Let $n = e^x$. Note that as $n \rightarrow \infty$, we also have $x \rightarrow \infty$. Hence, $$\lim_{n \rightarrow \infty} \frac{\sqrt{n}}{\log(n)} = \lim_{x \rightarrow \infty} \frac{\exp(x/2)}{x}$$ Note that $\displaystyle \exp(y) > \frac{y^2}{2}$, $\forall y > 0$ (Why?). Hence, we have that $$\lim_{n \rightarrow \infty} \frac{\sqrt{n}}{\log(n)} = \lim_{x \rightarrow \infty} \frac{\exp(x/2)}{x} \geq \lim_{x \rightarrow \infty} \frac{\frac{x^2}{8}}{x} = \lim_{x \rightarrow \infty} \frac{x}{8} = \infty$$

Solution 2:

Let $a(n) = \frac{\sqrt{n}}{\log(n)}$. We want to show that $a(n)$ grows arbitrarily large.
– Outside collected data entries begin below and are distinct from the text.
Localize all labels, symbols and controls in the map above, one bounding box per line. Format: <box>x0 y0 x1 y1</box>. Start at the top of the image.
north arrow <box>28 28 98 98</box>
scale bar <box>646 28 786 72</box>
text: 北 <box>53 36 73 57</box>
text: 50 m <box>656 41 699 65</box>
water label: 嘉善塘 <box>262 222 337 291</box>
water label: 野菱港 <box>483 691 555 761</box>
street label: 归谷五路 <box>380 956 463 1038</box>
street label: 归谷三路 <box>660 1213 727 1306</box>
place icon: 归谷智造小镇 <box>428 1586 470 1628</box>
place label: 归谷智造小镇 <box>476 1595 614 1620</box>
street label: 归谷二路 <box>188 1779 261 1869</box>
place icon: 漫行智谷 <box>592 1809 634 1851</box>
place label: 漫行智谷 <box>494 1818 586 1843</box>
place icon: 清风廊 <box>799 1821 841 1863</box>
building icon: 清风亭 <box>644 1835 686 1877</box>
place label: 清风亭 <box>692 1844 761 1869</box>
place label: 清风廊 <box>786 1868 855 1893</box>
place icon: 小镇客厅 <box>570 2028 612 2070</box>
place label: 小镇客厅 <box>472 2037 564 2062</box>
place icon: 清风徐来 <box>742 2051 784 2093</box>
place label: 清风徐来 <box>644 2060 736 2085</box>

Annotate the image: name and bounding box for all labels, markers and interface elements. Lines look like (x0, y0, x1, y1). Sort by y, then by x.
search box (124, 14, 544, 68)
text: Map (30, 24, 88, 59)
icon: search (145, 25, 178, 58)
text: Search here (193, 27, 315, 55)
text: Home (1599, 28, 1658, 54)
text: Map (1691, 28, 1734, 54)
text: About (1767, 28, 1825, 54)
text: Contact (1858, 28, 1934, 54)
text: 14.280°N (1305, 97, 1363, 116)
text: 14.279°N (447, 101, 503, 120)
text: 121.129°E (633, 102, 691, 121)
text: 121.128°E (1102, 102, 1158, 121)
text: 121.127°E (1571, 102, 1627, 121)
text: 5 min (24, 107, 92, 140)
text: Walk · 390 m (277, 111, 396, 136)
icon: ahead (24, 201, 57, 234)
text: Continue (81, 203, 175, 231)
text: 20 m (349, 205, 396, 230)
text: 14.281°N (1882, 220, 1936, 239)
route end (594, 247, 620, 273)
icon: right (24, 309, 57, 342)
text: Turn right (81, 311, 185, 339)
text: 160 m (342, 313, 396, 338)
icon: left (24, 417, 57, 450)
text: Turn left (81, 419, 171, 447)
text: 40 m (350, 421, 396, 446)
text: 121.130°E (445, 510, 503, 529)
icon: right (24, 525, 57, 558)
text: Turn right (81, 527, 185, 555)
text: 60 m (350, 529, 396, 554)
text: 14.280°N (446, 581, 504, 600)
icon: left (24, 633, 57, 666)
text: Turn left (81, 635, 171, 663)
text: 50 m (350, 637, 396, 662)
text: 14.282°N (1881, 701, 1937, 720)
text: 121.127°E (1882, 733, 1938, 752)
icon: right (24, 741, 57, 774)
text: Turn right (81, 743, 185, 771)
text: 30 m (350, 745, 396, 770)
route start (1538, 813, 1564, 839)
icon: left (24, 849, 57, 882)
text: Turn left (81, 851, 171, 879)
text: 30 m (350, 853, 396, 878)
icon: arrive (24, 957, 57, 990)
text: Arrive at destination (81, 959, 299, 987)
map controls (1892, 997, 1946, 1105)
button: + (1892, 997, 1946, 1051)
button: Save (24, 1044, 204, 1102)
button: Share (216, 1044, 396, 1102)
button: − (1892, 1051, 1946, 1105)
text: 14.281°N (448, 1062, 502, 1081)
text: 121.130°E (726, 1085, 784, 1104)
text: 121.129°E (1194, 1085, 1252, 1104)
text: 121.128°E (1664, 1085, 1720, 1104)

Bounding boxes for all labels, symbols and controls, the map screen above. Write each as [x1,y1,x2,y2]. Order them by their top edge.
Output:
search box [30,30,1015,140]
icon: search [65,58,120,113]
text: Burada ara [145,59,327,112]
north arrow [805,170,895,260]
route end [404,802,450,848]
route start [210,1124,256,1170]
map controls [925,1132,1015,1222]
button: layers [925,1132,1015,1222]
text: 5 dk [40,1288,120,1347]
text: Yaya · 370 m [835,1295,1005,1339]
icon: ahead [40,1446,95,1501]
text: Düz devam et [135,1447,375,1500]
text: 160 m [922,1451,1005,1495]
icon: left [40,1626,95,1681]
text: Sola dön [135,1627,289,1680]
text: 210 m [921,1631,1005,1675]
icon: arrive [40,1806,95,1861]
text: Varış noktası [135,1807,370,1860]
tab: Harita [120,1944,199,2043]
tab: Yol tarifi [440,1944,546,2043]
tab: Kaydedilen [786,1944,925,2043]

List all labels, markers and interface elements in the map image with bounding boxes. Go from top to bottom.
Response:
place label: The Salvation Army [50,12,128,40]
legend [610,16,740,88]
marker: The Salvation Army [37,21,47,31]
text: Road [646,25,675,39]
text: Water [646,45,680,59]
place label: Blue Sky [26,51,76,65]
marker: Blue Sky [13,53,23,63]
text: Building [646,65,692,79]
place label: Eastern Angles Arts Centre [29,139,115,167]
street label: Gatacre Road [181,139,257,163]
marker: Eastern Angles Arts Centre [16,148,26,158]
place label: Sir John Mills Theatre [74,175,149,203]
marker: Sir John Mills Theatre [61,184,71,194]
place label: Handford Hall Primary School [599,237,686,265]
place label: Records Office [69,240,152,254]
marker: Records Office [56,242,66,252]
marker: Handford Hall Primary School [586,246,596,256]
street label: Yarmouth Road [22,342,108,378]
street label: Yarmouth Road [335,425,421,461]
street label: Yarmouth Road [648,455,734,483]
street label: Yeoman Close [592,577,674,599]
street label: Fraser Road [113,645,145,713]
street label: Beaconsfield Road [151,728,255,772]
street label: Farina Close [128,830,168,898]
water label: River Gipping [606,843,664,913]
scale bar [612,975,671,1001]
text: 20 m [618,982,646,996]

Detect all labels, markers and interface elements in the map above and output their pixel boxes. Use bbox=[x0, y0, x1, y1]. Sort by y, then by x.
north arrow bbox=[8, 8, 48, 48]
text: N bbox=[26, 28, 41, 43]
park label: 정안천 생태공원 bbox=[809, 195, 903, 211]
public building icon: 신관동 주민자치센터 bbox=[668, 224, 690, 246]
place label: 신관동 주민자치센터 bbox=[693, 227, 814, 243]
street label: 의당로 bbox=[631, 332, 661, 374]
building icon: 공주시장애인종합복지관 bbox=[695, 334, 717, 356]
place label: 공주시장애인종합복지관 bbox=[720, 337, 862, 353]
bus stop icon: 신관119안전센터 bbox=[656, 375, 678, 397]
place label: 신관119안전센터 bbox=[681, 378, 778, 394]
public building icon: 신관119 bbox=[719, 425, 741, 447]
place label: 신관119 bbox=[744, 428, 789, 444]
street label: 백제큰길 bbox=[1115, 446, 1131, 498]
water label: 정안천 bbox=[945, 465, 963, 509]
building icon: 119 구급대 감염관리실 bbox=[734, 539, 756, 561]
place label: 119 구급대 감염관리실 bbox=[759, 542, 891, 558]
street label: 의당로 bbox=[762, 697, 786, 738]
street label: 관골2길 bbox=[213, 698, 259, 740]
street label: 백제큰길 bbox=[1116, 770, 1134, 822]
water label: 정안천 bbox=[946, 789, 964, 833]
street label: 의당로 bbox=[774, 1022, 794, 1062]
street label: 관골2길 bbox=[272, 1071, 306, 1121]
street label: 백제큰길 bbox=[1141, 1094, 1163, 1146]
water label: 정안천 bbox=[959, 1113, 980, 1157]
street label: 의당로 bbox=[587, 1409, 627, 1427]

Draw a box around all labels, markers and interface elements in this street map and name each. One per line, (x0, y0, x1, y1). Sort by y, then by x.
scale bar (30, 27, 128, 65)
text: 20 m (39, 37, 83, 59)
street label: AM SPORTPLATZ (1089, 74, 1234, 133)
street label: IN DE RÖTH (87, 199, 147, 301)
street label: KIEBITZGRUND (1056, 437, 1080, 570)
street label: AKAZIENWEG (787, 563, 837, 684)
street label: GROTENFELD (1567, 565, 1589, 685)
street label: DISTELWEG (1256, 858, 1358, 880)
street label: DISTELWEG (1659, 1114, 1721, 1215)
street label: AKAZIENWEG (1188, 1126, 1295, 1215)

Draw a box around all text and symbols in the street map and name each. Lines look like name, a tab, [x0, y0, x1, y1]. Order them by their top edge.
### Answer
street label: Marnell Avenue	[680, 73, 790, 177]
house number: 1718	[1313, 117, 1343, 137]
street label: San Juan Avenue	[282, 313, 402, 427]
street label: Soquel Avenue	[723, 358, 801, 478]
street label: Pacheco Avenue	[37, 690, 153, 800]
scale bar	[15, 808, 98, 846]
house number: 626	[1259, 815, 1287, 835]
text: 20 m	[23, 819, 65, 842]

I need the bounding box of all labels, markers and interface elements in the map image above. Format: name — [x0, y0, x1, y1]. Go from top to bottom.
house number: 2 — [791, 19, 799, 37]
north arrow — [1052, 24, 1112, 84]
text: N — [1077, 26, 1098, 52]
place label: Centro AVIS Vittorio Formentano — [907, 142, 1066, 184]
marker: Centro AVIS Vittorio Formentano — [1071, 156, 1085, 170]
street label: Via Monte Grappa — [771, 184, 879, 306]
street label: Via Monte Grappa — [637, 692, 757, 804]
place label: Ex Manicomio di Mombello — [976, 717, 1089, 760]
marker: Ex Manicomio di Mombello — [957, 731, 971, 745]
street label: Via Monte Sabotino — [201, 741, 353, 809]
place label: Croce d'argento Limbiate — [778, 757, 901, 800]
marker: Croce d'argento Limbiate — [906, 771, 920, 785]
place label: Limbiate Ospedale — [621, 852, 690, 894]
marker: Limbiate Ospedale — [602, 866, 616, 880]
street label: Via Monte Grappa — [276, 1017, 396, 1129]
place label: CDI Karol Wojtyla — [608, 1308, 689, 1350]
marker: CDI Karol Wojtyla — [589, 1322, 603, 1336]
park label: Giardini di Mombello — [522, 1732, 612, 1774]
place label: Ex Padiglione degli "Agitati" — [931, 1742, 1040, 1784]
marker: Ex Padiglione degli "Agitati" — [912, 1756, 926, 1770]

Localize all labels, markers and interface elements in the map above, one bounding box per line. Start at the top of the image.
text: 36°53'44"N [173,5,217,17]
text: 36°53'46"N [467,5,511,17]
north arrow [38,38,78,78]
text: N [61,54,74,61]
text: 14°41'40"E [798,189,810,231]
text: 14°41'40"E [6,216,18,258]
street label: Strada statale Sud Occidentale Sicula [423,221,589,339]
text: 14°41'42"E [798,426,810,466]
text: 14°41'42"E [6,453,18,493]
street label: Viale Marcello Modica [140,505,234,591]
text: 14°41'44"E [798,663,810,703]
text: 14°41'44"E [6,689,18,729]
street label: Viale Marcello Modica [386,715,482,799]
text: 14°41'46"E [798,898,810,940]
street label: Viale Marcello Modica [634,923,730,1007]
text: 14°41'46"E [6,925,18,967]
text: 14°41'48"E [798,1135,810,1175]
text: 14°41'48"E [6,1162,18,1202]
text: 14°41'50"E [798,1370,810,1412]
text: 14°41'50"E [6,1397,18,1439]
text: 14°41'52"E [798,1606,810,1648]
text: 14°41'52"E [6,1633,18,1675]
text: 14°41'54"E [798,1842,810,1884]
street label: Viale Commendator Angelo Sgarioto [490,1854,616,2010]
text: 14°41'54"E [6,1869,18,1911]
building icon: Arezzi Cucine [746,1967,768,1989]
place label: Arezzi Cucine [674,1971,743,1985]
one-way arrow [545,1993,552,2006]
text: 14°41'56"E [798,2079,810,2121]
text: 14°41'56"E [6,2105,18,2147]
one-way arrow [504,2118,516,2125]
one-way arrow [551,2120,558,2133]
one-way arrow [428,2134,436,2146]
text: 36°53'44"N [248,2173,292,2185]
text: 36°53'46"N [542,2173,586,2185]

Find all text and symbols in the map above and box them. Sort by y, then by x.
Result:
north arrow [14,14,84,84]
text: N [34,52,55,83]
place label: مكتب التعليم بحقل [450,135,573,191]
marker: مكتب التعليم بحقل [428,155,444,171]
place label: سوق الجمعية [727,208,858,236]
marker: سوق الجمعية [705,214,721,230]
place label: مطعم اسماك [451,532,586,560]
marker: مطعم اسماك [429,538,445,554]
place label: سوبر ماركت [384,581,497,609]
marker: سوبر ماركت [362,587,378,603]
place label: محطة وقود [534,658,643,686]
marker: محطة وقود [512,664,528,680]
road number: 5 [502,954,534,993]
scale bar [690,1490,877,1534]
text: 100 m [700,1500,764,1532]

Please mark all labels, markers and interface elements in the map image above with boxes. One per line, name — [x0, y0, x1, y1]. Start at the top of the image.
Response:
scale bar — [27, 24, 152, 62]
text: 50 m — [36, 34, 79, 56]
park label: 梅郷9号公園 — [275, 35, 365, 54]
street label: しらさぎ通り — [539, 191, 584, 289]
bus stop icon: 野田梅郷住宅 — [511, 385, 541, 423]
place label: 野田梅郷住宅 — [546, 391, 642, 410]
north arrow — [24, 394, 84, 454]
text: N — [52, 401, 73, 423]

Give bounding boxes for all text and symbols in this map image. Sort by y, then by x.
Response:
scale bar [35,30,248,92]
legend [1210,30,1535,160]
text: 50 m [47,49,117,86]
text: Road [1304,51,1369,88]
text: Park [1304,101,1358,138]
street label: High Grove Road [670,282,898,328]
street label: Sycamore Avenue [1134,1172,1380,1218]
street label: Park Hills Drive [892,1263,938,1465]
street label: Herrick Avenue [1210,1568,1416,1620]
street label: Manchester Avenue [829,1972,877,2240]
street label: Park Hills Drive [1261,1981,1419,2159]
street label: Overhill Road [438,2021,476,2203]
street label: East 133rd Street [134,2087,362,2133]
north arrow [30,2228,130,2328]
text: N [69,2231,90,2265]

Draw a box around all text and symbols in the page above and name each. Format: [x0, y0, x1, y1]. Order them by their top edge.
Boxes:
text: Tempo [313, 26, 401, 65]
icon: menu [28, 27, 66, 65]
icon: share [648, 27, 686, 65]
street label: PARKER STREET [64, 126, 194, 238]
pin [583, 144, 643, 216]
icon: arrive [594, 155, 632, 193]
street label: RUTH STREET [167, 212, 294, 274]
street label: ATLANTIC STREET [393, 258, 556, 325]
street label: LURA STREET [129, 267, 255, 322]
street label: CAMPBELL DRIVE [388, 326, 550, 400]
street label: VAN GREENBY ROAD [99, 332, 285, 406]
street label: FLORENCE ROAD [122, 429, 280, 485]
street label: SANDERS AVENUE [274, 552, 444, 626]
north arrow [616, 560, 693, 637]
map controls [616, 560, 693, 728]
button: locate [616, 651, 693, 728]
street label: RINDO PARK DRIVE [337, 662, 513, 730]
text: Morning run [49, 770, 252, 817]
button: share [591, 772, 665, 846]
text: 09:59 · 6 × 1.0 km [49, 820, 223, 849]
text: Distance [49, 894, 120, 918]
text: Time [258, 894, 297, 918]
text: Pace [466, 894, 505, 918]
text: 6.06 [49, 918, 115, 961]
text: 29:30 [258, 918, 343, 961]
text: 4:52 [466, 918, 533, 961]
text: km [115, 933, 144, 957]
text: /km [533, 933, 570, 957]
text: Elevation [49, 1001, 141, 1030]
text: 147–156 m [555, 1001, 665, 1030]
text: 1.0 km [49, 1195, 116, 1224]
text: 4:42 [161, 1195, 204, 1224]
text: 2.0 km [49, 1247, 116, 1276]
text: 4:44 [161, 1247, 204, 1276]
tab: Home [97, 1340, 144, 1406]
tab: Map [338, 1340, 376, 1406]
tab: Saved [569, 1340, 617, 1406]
$a(n^2) = \frac{n}{2\log(n)}$ so $\frac{a(n^2)}{a(n)} = \frac{\sqrt{n}}{2}$, so, for $n >16$, $\frac{a(n^2)}{a(n)} > 2$.

Iterating or inducting or multiplying, $\frac{a(n^{2^k})}{a(n)} > 2^k$, so $a(n)$ gets arbitrarily large.

Solution 3:

The hypotheses for l'Hopital are met, so why not try it and see?